▶ Instructions for the task: Send back all the data below, exactly as given.

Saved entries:
◇ ◇ ◇

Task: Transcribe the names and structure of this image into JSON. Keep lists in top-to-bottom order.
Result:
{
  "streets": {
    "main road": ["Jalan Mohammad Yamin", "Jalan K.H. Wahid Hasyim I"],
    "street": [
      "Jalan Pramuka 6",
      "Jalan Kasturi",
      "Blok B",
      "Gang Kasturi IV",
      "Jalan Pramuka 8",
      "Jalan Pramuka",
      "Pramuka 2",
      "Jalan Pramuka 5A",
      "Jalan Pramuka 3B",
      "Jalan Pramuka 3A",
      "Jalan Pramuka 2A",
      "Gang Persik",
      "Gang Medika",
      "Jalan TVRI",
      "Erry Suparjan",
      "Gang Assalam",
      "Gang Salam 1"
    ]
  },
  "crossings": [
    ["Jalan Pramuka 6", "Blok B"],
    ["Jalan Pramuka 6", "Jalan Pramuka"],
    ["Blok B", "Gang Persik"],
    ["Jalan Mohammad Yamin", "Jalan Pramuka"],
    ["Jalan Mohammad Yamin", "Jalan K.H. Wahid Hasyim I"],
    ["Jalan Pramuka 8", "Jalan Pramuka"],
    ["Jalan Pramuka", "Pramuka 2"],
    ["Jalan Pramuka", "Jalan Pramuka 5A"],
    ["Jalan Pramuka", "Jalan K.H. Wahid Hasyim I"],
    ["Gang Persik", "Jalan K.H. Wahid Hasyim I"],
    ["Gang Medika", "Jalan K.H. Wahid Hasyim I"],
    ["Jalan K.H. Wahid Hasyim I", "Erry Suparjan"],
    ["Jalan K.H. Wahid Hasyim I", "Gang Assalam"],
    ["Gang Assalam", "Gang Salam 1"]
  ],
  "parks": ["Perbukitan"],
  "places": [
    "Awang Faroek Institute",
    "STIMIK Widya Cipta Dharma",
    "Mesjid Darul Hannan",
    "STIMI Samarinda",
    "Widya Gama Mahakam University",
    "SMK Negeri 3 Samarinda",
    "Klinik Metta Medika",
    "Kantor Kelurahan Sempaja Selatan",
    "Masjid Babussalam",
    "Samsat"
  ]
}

◇ ◇ ◇

▶ The completed task:
Task: Transcribe the names and structure of this image into JSON. Keep lists in top-to-bottom order.
Result:
{
  "streets": {
    "main road": ["Jalan Mohammad Yamin", "Jalan K.H. Wahid Hasyim I"],
    "street": [
      "Jalan Pramuka 6",
      "Jalan Kasturi",
      "Blok B",
      "Gang Kasturi IV",
      "Jalan Pramuka 8",
      "Jalan Pramuka",
      "Pramuka 2",
      "Jalan Pramuka 5A",
      "Jalan Pramuka 3B",
      "Jalan Pramuka 3A",
      "Jalan Pramuka 2A",
      "Gang Persik",
      "Gang Medika",
      "Jalan TVRI",
      "Erry Suparjan",
      "Gang Assalam",
      "Gang Salam 1"
    ]
  },
  "crossings": [
    ["Jalan Pramuka 6", "Blok B"],
    ["Jalan Pramuka 6", "Jalan Pramuka"],
    ["Blok B", "Gang Persik"],
    ["Jalan Mohammad Yamin", "Jalan Pramuka"],
    ["Jalan Mohammad Yamin", "Jalan K.H. Wahid Hasyim I"],
    ["Jalan Pramuka 8", "Jalan Pramuka"],
    ["Jalan Pramuka", "Pramuka 2"],
    ["Jalan Pramuka", "Jalan Pramuka 5A"],
    ["Jalan Pramuka", "Jalan K.H. Wahid Hasyim I"],
    ["Gang Persik", "Jalan K.H. Wahid Hasyim I"],
    ["Gang Medika", "Jalan K.H. Wahid Hasyim I"],
    ["Jalan K.H. Wahid Hasyim I", "Erry Suparjan"],
    ["Jalan K.H. Wahid Hasyim I", "Gang Assalam"],
    ["Gang Assalam", "Gang Salam 1"]
  ],
  "parks": ["Perbukitan"],
  "places": [
    "Awang Faroek Institute",
    "STIMIK Widya Cipta Dharma",
    "Mesjid Darul Hannan",
    "STIMI Samarinda",
    "Widya Gama Mahakam University",
    "SMK Negeri 3 Samarinda",
    "Klinik Metta Medika",
    "Kantor Kelurahan Sempaja Selatan",
    "Masjid Babussalam",
    "Samsat"
  ]
}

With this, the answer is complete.